The small pistol, whether a revolver or semi-automatic, is best described as an expert’s firearm. The grips are shorter, and thinner. The sight radius is shorter and the shooter consumes more time in obtaining its alignment. The answer is to learn with a larger pistol before moving to the smaller one.
The grips of a pistol are as personal as a pair of shoes. If your shoes pinch your toes, they end up at the back of the closet. In a similar way, if the grip hurts your hand or is almost non-existent you won’t practice. If you don’t practice, you won’t build competence or confidence. You’ll put the pistol on a shelf in the closet – only to be forgotten. You may remember it if/when a burglar comes a knocking. But, again, you’ll hesitate to use it because of recoil pain or your inability to maintain your grip. A woman’s fingers (less the trigger finger) must fully surround the pistol grip in order to control the pistol during recoil. If you don’t have any place for the little finger, you won’t have the hand control to prevent rotation of the pistol during recoil or the grip strength to pull the trigger without lateral pressure affecting the frame, sight alignment and subsequently the placement of the shot. Your follow-through will be non-existent and you’ll fail to quickly recover to address the personal protection issue at hand.
Secondly if you can’t comfortably place the pad of your finger on the trigger and place the back strap of the pistol in the webbing of the hand, with the index finger’s third knuckle and the thumb’s third knuckle opposite each other, you won’t be able to pull the trigger straight to the rear. If either of those knuckles end up behind the back strap, you’ll soon have joint irritation which will cause discomfort and possible hesitation to pull the trigger when needed. Both length and width of the grip determine comfort and success. Small pistols reduce the grip size in length and width to provide easier concealment. A smaller grip is harder to control.
Sight Radius is the distance from the front sight to the rear sight. The shorter sight radius in the smaller guns make them less accurate. The longer the sight radius the more a small error in sight alignment is magnified. You can see this small error with the longer sight radius so therefore you can correct it. It’s like comparing a ruler to a yardstick. With the yardstick, you can see that the end of it is aligned with your target, and if you‘re off a bit. With a ruler, there is too much horizontal and lateral error. What may look right on target, will be way-off the mark based on perspective.

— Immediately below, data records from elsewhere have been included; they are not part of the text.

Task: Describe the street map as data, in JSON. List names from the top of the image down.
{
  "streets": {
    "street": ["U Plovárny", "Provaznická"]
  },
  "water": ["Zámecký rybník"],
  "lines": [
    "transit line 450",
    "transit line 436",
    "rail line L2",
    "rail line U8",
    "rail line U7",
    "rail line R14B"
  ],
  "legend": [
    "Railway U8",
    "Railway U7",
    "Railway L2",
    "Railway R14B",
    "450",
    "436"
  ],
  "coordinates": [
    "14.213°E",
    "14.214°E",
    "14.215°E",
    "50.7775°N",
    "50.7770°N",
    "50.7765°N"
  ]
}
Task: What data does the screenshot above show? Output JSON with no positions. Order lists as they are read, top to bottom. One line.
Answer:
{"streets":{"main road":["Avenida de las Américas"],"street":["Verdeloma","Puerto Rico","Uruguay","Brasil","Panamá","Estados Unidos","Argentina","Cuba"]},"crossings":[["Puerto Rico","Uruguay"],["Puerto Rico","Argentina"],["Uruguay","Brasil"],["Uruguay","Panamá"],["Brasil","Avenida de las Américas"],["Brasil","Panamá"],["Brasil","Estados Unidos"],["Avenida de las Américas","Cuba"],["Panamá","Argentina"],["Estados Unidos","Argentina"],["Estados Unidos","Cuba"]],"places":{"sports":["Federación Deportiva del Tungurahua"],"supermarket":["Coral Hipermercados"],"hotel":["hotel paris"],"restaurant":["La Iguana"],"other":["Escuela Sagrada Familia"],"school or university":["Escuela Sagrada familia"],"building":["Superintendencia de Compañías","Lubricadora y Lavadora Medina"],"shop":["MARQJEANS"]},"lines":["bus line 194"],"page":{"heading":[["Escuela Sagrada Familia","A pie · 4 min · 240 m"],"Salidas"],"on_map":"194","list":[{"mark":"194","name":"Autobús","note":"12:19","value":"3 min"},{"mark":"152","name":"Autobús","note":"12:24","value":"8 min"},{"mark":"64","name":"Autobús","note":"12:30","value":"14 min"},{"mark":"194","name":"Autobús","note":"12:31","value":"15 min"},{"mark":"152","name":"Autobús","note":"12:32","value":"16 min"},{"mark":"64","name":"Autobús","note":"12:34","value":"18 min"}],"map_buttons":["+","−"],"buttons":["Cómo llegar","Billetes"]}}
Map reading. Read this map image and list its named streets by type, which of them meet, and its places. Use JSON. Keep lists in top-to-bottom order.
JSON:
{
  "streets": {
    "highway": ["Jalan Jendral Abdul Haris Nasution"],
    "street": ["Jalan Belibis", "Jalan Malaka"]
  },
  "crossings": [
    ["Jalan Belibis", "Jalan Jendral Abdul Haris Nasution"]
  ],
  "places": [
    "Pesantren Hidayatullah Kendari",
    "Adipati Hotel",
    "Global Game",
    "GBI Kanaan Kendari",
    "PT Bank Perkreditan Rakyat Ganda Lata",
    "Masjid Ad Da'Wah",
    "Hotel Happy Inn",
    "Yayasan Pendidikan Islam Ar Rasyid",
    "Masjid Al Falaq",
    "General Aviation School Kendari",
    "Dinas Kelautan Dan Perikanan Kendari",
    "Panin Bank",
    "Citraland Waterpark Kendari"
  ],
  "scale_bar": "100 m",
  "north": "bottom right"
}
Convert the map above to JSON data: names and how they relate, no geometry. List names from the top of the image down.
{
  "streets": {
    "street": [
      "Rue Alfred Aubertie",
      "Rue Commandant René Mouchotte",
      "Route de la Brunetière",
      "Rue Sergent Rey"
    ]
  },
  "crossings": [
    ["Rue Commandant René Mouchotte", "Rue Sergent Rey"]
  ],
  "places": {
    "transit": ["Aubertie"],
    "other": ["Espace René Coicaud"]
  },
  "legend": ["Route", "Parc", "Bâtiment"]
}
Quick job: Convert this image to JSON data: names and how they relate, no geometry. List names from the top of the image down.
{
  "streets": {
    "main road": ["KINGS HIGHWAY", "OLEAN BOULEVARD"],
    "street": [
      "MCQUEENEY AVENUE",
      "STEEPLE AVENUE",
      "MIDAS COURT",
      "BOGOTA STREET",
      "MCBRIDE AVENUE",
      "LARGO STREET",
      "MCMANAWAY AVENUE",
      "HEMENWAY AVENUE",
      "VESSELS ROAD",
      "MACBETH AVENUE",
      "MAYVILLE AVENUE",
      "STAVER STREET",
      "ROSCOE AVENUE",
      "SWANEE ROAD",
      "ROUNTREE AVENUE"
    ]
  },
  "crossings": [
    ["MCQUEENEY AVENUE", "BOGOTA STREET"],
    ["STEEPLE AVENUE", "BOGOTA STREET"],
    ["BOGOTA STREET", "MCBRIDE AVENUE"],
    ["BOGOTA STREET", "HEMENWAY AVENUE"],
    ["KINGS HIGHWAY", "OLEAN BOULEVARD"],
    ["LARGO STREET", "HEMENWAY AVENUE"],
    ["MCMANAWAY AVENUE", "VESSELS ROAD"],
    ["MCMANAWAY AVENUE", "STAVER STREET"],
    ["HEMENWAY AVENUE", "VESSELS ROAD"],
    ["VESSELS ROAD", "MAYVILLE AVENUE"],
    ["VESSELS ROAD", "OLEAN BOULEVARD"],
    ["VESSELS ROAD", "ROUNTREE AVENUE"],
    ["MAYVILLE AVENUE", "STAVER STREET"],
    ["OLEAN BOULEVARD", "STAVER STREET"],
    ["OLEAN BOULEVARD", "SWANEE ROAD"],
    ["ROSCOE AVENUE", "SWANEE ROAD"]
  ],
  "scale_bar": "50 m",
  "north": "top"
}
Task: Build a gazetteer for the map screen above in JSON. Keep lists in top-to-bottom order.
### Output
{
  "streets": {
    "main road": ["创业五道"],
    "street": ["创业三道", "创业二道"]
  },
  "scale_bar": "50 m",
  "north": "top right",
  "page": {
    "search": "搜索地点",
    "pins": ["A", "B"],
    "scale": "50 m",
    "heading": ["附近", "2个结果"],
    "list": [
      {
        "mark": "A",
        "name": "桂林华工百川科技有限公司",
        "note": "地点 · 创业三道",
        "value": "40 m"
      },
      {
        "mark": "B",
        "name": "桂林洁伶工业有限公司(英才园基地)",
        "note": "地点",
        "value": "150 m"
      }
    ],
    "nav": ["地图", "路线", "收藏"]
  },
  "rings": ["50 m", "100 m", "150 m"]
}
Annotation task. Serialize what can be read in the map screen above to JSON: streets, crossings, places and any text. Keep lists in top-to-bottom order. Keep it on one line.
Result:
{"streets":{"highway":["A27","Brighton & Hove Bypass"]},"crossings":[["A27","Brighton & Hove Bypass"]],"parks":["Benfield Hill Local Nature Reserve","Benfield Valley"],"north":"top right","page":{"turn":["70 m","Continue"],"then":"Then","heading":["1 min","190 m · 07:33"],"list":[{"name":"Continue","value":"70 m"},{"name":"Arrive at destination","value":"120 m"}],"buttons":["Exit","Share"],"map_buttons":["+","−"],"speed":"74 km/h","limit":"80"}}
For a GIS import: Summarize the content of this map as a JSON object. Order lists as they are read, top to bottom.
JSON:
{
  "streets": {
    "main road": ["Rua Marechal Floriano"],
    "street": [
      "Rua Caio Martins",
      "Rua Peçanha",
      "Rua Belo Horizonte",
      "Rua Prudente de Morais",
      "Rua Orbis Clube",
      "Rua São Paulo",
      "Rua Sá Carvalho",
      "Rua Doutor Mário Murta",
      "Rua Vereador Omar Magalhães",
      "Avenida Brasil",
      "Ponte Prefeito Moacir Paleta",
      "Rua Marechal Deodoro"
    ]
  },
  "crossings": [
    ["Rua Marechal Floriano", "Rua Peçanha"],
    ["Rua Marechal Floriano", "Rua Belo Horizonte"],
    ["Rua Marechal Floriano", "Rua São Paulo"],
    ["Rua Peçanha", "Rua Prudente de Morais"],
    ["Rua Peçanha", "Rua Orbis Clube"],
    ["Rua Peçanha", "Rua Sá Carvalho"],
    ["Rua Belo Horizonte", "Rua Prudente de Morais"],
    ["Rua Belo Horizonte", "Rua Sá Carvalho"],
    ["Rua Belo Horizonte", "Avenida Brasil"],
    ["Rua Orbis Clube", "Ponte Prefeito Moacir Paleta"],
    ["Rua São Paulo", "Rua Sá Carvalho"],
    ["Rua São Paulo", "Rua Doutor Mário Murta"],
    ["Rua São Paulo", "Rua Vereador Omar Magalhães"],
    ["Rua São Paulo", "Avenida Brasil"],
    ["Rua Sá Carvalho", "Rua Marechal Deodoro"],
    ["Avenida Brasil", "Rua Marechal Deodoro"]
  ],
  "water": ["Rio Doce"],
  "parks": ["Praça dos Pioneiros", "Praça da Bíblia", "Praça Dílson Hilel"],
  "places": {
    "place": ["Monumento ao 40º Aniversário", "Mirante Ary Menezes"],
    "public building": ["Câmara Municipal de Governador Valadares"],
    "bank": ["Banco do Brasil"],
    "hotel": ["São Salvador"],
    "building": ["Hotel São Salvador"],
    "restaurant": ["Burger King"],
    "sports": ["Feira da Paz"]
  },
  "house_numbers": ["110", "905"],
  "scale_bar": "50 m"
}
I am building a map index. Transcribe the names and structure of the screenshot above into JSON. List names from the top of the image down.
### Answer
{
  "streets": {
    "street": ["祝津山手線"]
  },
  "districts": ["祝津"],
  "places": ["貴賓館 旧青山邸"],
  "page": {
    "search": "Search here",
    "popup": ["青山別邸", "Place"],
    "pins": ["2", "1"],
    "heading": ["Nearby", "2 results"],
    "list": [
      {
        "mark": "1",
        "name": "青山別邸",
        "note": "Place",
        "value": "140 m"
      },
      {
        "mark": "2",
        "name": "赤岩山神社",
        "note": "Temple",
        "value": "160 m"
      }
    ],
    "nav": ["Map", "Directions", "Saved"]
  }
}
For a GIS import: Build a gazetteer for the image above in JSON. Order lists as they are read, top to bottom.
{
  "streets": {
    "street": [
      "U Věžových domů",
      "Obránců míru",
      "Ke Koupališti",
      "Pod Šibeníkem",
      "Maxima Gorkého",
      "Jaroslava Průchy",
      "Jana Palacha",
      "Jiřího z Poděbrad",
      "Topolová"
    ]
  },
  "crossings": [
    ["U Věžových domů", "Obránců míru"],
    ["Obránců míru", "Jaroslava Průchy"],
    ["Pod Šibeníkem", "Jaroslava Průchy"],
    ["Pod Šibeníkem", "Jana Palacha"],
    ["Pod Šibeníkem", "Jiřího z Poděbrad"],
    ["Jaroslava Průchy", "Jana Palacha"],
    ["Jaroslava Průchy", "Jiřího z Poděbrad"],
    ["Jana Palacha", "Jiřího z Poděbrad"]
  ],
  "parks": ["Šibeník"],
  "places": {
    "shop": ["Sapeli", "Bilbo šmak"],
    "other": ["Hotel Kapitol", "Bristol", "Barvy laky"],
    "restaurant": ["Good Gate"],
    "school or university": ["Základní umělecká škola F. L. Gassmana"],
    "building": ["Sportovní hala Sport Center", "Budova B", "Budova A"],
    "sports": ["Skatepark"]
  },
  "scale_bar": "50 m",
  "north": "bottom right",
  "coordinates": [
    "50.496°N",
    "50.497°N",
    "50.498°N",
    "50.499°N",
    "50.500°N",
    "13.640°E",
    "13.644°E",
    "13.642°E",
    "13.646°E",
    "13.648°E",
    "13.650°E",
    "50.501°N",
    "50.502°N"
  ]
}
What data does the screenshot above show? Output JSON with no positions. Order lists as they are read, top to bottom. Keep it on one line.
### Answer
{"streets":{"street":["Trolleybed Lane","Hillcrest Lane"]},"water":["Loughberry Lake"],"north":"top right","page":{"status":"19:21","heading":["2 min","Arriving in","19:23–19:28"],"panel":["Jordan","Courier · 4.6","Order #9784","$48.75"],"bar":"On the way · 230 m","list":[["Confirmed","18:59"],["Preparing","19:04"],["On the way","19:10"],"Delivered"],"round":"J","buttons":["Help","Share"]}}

Some men and women buy small pistols without considering the issues of weight, size and usability. Purchases are made based on the belief that a small and light gun will be comfortable to carry. While that it true, they are also much harder to shoot making it more difficult to hit your target. Once you’ve mastered the fundamentals of pistol shooting (sight alignment, trigger control, breathing, stance, hold control, follow through) with a much larger pistol, then you will be ready to downsize.
If you own a small pistol and find that you can’t hit the broadside of a barn when you practice, don’t be frustrated to the point where you give up the pistol. Just realize that small and cute is hard to shoot! Start with larger pistol and you’ll be more successful and happier with your shooting experience.